Ceux-ci seront aussi informés de leurs rôles et responsabilités.

Cette quatrième activité sera également consacrée à la formation des ménages sélectionnés afin de leur transmettre toutes les informations nécessaires à la gestion de l’installation des bio-digesteurs, à l’utilisation du biogaz et aux risques des bio-digesteurs (incendie par exemple).

Ces formations dureront deux jours et pourront accueillir de 20 à 25 personnes et seront menées par la Fédération de Mbour en collaboration avec le technicien et l’entreprise de construction.

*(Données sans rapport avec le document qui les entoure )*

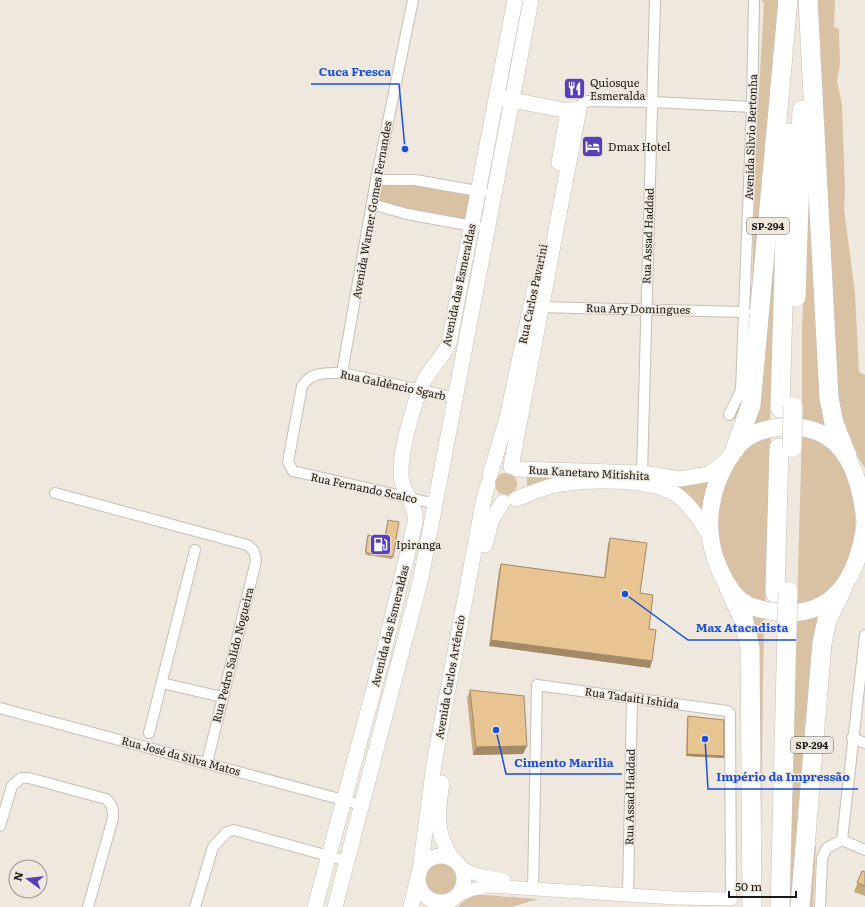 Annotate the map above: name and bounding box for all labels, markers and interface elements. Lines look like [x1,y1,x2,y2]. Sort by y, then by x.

Construction de 25 bio-digesteurs

Les bio-digesteurs seront construits dans cette cinquième activité par les Entreprises de Construction de Bio-digesteurs (ECB) ou par des maçons agrées par le Programme National du Biogaz (PNB).
Ces bio-digesteurs à dôme fixe ont été étudiés pour être suffisamment étanches et ainsi ne pas risquer la fuite de gaz et donc une perte d’énergie pour les ménages.
Les matériaux utilisés (sable, gravier, calcaire ou encore grès) auront l’avantage d’être disponibles localement.
Les bénéficiaires prendront part aux installations soit en participant aux travaux notamment pour creuser la fosse, soit en fournissant une partie des matériaux, comme du sable et de l’eau.
Les bio-digesteurs devront être installés à une distance ne dépassant pas 20m des habitations.

Une fois l’installation faite, les ménages devront attendre 35 à 40 jours avant de pouvoir bénéficier de l’énergie produite.
Selon les cas, il est toutefois probable qu’après deux semaines de lancement du bio-digesteur, du gaz commence à être disponible.
Les bio-digesteurs seront de type enterrés, permettant ainsi une bonne stabilité de la température.
En effet, les variations de températures sont un élément très important à prendre en compte, car elles peuvent affecter irréversiblement la quantité de micro-organismes de la méthanisation.

Organisation de séances de sensibilisation sur la préservation de l’environnement

Des rencontres communautaires et mobilisations sociales auront lieu après l’installation des bio-digesteurs afin de sensibiliser la population à l’utilisation néfaste de la biomasse végétale pour l’environnement.

Les résultats : 250 personnes ont accès à une source d’énergie propre et durable quotidiennement

  • La diminution de la consommation de la biomasse
  • L’appropriation du dispositif par les utilisateurs
  • L’appropriation du dispositif par les comités de gestion
  • La diminution des maladies respiratoires

Merci à la Fondation Veolia pour son soutien financier de 15 000€

Veolia

Les partenaires opérationnels du projet

Notre partenaire ChildFund Sénégal sera chargé de la mise en oeuvre de ce projet et de sa coordination. Il travaillera étroitement avec les autorités locales et les communautés de la zone.

Présent depuis 1985 auprès d’enfants et de familles vulnérables. Il intervient dans 4 régions et 10 départements du pays et touche 3 500 000 personnes environ.

Plus de 25 000 enfants sont parrainés.

CFS suivra le déploiement du projet en lien avec la fédération Fel Yook de Mbour, son partenaire local, qui mettra en place les activités.

Pour renforcer son expertise technique, notre partenaire s’appuiera sur l’ ONG Heifer International , une association humanitaire active depuis 1946 dans l’aide au développement agricole et l’aide à la lutte contre la faim et la pauvreté grâce à l’élevage. Elle est présente au Sénégal depuis 2007.
Cette ONG sera spécifiquement consultée pour des échanges d’expérience sur la mise en place de ce nouveau projet.

Ce projet s’inscrit dans le cadre du Programme National de Biogaz Sénégal (PNB Sénégal) mis en place depuis 2009 par le Ministère de l’Energie Sénégalais, qui vise à inciter les ménages ruraux du Sénégal à l’utilisation du biogaz domestique comme combustible de substitution à l’utilisation du bois et du charbon qui sont une des causes de déforestation dans le pays.